§ YOUR GOAL: The full set of lines below has to be duplicated exactly, with no picture kept.

§ ENTRIES SUPPLIED:
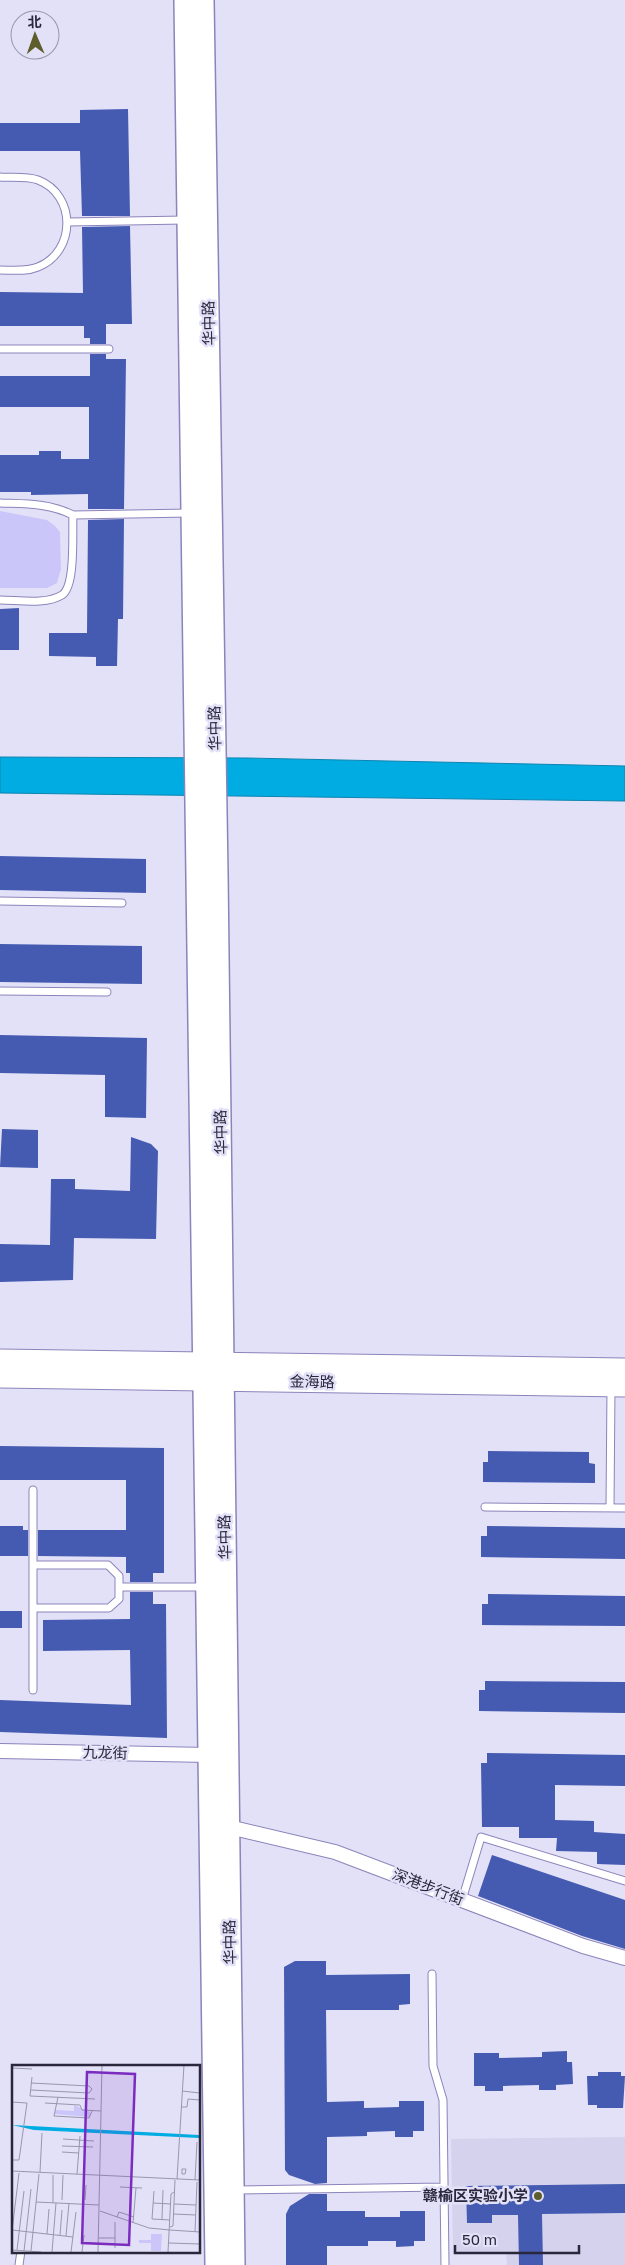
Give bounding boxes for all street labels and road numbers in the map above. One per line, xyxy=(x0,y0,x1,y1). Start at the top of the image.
street label: 华中路 xyxy=(199,300,217,346)
street label: 华中路 xyxy=(205,705,223,751)
street label: 华中路 xyxy=(211,1109,229,1155)
street label: 金海路 xyxy=(289,1372,335,1390)
street label: 华中路 xyxy=(215,1514,233,1560)
street label: 九龙街 xyxy=(82,1743,128,1761)
street label: 深港步行街 xyxy=(390,1864,467,1908)
street label: 华中路 xyxy=(220,1919,238,1965)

§ SOLUTION FOR THIS EXERCISE:
Give bounding boxes for all street labels and road numbers in the map above. One per line, xyxy=(x0,y0,x1,y1). Start at the top of the image.
street label: 华中路 xyxy=(199,300,217,346)
street label: 华中路 xyxy=(205,705,223,751)
street label: 华中路 xyxy=(211,1109,229,1155)
street label: 金海路 xyxy=(289,1372,335,1390)
street label: 华中路 xyxy=(215,1514,233,1560)
street label: 九龙街 xyxy=(82,1743,128,1761)
street label: 深港步行街 xyxy=(390,1864,467,1908)
street label: 华中路 xyxy=(220,1919,238,1965)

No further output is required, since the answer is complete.